▶ _Task to complete_
Please copy each line of the data that includes the string "fillStyle".
┌─ Records provided
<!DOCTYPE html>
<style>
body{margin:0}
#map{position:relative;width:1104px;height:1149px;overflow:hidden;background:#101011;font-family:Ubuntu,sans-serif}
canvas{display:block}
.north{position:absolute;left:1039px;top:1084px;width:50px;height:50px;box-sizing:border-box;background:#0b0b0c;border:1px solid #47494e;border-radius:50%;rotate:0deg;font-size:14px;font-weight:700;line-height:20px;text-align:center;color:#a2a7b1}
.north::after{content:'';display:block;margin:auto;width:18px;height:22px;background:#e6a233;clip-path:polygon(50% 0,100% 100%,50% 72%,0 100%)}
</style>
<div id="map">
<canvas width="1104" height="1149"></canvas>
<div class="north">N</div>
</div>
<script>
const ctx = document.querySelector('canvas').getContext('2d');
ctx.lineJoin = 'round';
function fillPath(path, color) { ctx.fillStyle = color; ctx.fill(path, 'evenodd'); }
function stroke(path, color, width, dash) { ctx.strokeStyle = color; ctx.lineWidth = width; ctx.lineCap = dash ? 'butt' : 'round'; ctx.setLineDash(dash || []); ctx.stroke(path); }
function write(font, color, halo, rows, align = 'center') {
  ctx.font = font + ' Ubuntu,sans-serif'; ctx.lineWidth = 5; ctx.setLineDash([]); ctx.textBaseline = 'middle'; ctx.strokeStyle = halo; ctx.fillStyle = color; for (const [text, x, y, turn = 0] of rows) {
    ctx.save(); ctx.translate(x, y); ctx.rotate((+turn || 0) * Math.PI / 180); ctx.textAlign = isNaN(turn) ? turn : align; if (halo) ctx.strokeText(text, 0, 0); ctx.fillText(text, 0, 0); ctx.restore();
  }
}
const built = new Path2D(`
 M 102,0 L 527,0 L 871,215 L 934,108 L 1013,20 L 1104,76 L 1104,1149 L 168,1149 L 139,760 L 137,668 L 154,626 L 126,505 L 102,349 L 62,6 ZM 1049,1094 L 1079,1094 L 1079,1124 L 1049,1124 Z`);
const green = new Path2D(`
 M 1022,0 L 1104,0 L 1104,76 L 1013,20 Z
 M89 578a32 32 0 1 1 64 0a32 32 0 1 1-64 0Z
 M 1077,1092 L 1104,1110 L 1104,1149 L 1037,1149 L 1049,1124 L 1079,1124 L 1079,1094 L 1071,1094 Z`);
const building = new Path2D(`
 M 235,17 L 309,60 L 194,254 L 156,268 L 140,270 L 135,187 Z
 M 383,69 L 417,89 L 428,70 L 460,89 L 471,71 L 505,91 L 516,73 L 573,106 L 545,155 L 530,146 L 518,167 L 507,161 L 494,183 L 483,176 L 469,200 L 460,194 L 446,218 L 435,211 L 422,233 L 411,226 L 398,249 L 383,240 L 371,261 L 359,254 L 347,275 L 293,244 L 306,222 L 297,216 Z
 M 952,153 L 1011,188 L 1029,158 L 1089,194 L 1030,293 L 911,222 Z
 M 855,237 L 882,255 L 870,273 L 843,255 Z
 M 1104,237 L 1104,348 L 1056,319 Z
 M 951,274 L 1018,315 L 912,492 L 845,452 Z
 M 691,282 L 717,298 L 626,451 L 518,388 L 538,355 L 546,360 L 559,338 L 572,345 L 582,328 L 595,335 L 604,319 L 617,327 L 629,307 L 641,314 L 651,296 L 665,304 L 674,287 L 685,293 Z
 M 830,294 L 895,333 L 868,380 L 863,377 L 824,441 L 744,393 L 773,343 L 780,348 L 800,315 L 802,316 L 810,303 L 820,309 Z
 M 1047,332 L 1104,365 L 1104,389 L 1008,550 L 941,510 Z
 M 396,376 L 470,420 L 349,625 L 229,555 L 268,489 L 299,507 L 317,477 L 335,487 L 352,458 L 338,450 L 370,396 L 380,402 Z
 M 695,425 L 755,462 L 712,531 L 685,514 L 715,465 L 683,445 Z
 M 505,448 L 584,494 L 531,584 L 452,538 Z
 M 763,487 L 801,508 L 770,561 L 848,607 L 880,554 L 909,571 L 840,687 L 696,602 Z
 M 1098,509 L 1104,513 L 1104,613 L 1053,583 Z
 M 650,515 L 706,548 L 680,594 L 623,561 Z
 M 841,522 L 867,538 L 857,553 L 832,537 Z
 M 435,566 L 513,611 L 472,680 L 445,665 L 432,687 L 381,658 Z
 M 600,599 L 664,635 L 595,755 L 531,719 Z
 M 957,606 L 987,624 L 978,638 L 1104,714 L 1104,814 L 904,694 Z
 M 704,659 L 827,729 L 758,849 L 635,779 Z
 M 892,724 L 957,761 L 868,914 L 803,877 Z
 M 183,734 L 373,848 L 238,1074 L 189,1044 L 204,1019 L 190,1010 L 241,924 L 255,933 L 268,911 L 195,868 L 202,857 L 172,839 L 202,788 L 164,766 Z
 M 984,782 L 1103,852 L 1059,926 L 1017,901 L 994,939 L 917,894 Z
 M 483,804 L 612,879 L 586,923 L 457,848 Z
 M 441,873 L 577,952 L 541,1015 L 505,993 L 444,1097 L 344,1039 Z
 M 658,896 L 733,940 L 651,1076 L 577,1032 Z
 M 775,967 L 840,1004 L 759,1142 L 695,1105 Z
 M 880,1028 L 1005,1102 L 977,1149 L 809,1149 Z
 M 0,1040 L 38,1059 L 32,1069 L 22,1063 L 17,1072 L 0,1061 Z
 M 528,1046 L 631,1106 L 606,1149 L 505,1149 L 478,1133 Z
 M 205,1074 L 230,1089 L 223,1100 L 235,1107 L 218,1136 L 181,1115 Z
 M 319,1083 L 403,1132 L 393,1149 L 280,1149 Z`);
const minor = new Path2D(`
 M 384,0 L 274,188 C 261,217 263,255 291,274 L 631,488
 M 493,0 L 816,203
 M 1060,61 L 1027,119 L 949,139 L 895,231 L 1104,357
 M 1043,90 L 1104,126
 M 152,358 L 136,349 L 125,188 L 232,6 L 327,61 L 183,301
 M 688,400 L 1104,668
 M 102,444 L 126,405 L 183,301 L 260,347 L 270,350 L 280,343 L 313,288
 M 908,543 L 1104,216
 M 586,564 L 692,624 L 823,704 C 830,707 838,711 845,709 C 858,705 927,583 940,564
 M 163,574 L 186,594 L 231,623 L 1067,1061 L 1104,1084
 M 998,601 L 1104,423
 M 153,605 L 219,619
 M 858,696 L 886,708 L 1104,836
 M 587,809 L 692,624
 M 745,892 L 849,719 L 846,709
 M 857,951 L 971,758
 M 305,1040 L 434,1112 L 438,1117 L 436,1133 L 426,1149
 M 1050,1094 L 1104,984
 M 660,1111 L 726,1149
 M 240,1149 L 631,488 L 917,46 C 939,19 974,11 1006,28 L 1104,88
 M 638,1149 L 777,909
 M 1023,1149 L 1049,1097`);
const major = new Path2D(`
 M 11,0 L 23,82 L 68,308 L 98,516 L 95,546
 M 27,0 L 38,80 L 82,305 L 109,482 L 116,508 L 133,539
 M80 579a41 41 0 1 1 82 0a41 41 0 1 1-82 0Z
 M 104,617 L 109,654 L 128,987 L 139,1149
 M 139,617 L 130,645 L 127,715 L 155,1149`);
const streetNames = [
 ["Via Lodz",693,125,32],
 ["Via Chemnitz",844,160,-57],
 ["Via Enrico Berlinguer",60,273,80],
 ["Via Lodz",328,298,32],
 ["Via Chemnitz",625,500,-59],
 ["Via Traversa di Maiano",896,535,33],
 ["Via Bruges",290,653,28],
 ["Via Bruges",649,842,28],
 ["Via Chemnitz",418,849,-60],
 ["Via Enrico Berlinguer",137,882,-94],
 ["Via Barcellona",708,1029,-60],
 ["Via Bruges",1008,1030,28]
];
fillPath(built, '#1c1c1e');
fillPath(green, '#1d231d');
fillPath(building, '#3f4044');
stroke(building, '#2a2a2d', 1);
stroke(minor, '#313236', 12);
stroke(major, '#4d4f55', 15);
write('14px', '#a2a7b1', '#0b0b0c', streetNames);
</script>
└─
▶ _Response_
function fillPath(path, color) { ctx.fillStyle = color; ctx.fill(path, 'evenodd'); }
  ctx.font = font + ' Ubuntu,sans-serif'; ctx.lineWidth = 5; ctx.setLineDash([]); ctx.textBaseline = 'middle'; ctx.strokeStyle = halo; ctx.fillStyle = color; for (const [text, x, y, turn = 0] of rows) {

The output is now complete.